Summary and Analysis Chapter 16



On Epps’ plantation, Platt is made a “driver” in the fields. Drivers are black slaves who assist the white overseer and “are compelled to do the whipping of their several gangs.” Platt performs this duty reluctantly but “dared not show any lenity” to his fellow slaves when Epps is present. If Epps is absent, though, or at a distance, Platt tries to soften the blows of the whip to spare the slaves as best he can. Platt also tries to help Patsey avoid torment by Epps or his wife. On one occasion, this angers an intoxicated Epps to the point that he tries to kill Platt with a knife. Platt is too fast and is able to avoid the knife thrusts of the drunken man. It becomes almost a deadly game—Epps chasing, Platt dodging—until Mistress Epps finally intervenes to rescue Platt from her husband.

Epps hires a poor white man named Armsby to work in the fields with the slaves. Platt risks asking Armsby to mail a letter for him, and Armsby agrees to in return for payment. Armsby then betrays Platt’s plan to Epps. Epps is suspicious of Platt, but in the end the slave is able to convince his master that Armsby is a liar. After that, Platt is fearful he will be caught and punished by his master for any attempts to escape, or wors, that he will never be rescued at all.


Here in Chapter XVI, Northup finally addresses in honest detail his moral complicity in the whipping of slaves. He begins by describing the white “overseer” in contrast to the black “driver” on Epps’ plantation. The qualifications to be an overseer are “utter heartlessness, brutality and cruelty.” Drivers are assigned to assist the overseer in keeping slaves working at peak performance. To do this, drivers “are compelled to do the whipping of their several gangs.” For eight years of his enslavement to Edwin Epps, Platt was the driver who did this. Northup describes his obvious reluctance at being the hand behind this cruelty and finally admits it as a moral weakness that slavery has exposed in him: “I dared not show any lenity, not having the Christian fortitude of a certain well-known Uncle Tom sufficiently to brave his wrath, by refusing to perform the office.” However, he is adamant about telling the ways in which he tried to secretly limit the suffering he must inflict.

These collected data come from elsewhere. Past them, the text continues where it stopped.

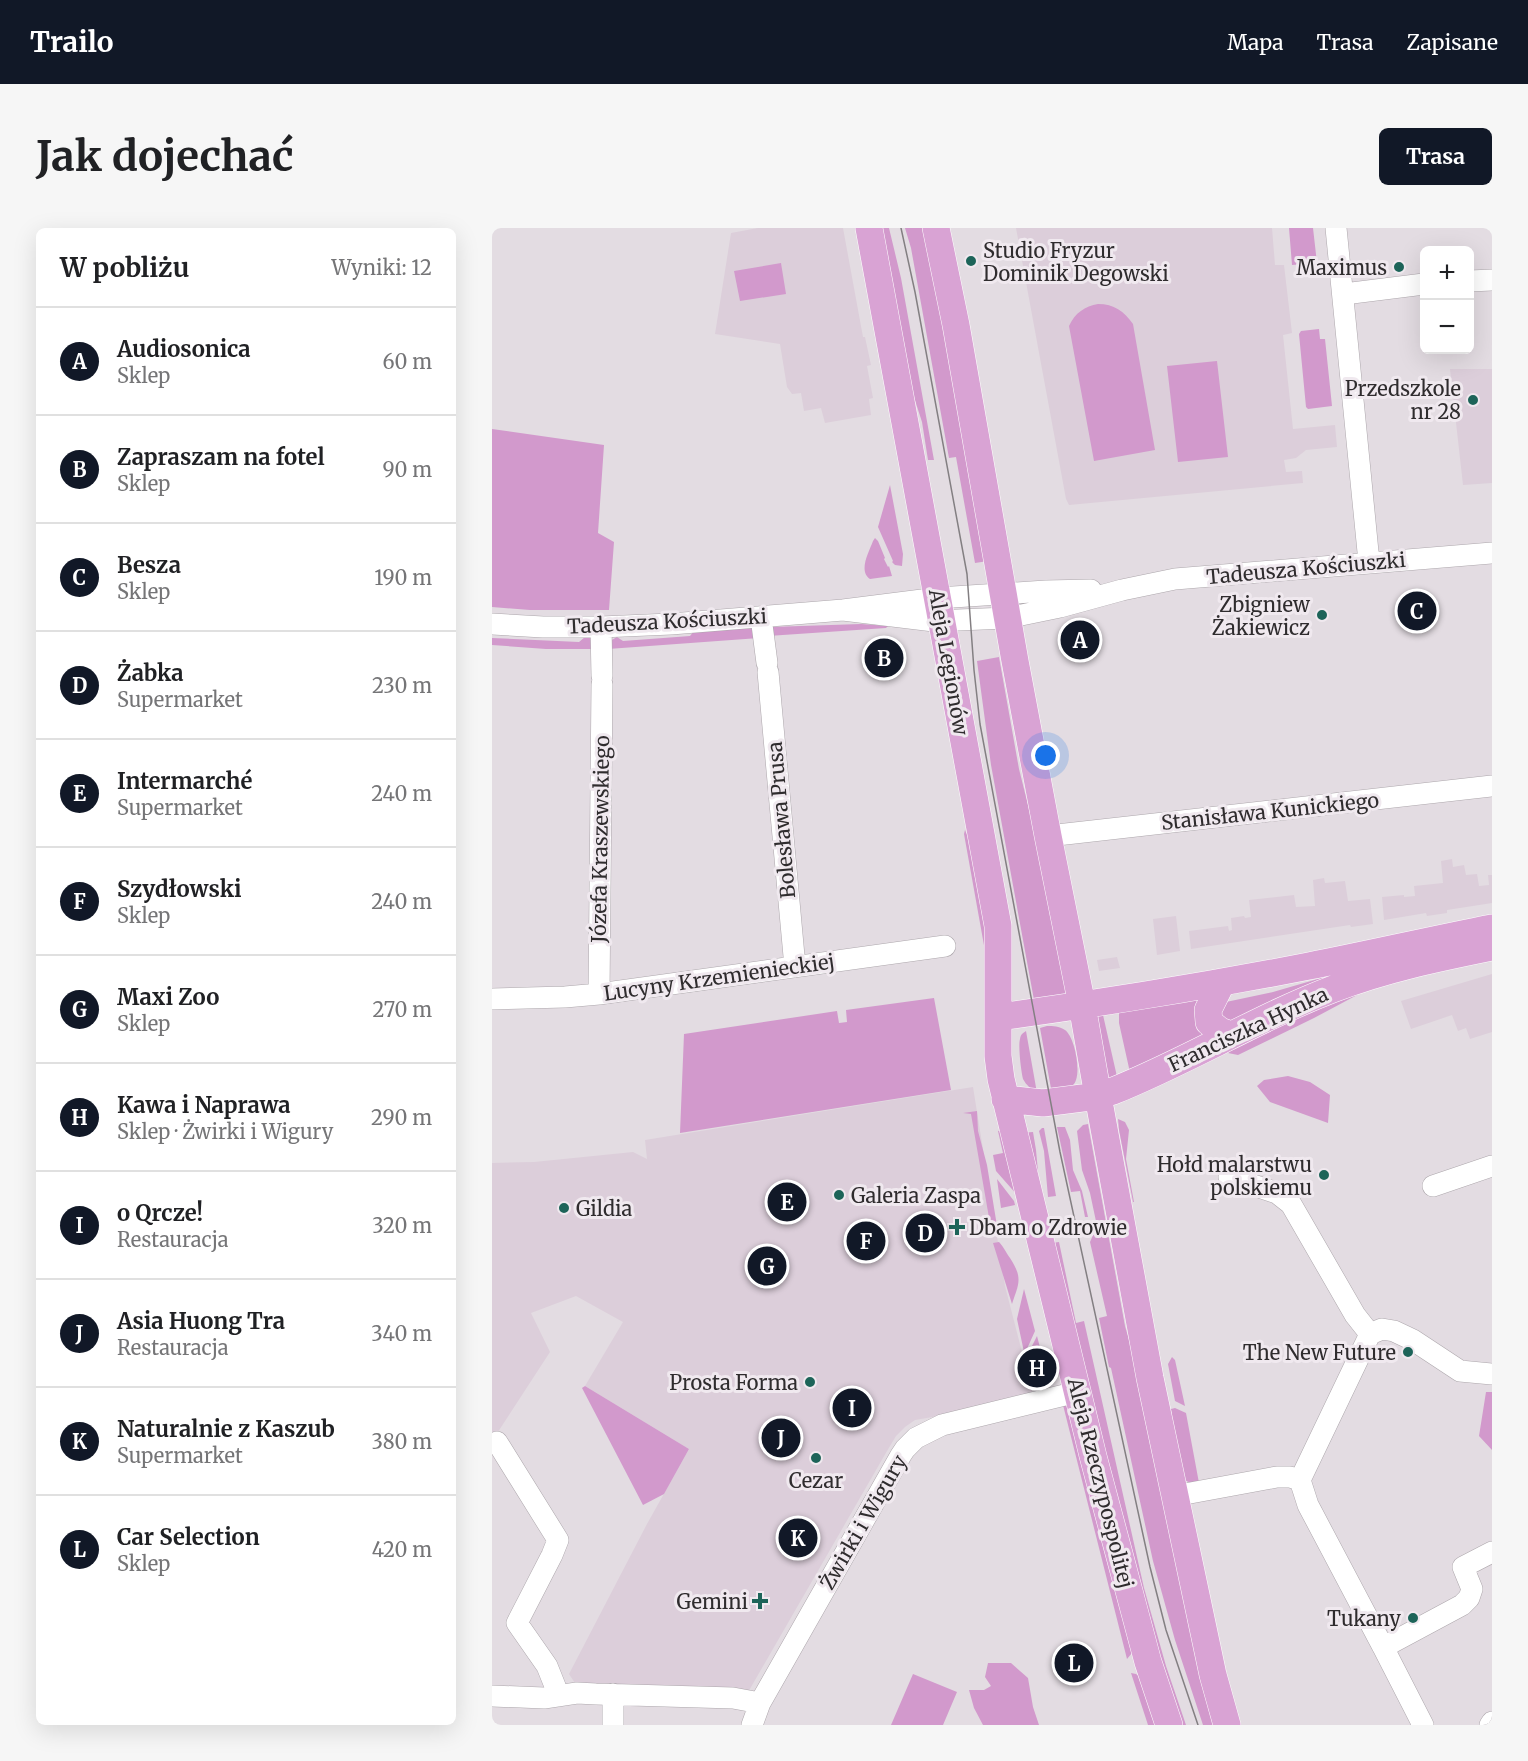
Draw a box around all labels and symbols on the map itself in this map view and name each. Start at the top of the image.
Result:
place label: Studio Fryzur Dominik Degowski [983,238,1169,286]
marker: Studio Fryzur Dominik Degowski [964,254,978,268]
place label: Maximus [1296,255,1387,280]
marker: Maximus [1392,260,1406,274]
place label: Przedszkole nr 28 [1345,376,1461,424]
marker: Przedszkole nr 28 [1466,393,1480,407]
street label: Tadeusza Kościuszki [1205,547,1407,589]
street label: Aleja Legionów [924,586,974,738]
pin: C [1398,588,1436,634]
place label: Zbigniew Żakiewicz [1212,592,1311,640]
street label: Tadeusza Kościuszki [566,603,768,639]
marker: Zbigniew Żakiewicz [1315,608,1329,622]
pin: A [1060,618,1100,662]
pin: B [864,636,904,680]
street label: Józefa Kraszewskiego [586,735,614,944]
street label: Bolesława Prusa [762,740,800,899]
your location [1031,741,1060,770]
street label: Stanisława Kunickiego [1160,787,1380,835]
street label: Lucyny Krzemienieckiej [602,948,836,1006]
street label: Franciszka Hynka [1164,981,1332,1077]
place label: Hołd malarstwu polskiemu [1157,1152,1312,1200]
marker: Hołd malarstwu polskiemu [1317,1168,1331,1182]
pin: E [768,1180,806,1224]
place label: Galeria Zaspa [851,1183,981,1208]
marker: Galeria Zaspa [832,1188,846,1202]
place label: Gildia [576,1196,632,1221]
marker: Gildia [557,1201,571,1215]
pin: D [906,1210,944,1256]
place label: Dbam o Zdrowie [969,1215,1127,1240]
pin: F [846,1218,886,1264]
marker: Dbam o Zdrowie [950,1220,964,1234]
pin: G [748,1244,786,1288]
place label: The New Future [1243,1340,1396,1365]
marker: The New Future [1401,1345,1415,1359]
pin: H [1018,1346,1056,1390]
place label: Prosta Forma [669,1370,798,1395]
street label: Aleja Rzeczypospolitej [1062,1374,1139,1591]
marker: Prosta Forma [803,1375,817,1389]
pin: I [832,1386,872,1430]
pin: J [762,1416,800,1460]
street label: Żwirki i Wigury [814,1450,912,1594]
marker: Cezar [809,1451,823,1465]
place label: Cezar [789,1468,843,1493]
pin: K [778,1516,818,1560]
place label: Gemini [677,1589,748,1614]
marker: Gemini [753,1594,767,1608]
place label: Tukany [1327,1606,1401,1631]
marker: Tukany [1406,1611,1420,1625]
pin: L [1054,1640,1094,1686]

His moral failing is contrasted and magnified in the persons of Epps and Armsby. Epps has grown so corrupt by the brutality of slavery that even the thought of murdering Platt becomes simply a game for him. He chases Platt around and around, trying to kill him simply for the sport of it. Armsby has felt the lowness and poverty of having to work alongside the black slave just to keep himself fed, but despite that sympathetic experience, he thinks nothing of taking Platt’s money and then betraying Platt to his master. In this chapter, Northup acknowledges his own corruption in the slave economy, and yet it’s the entire institution of slavery that is tried and found morally wanting.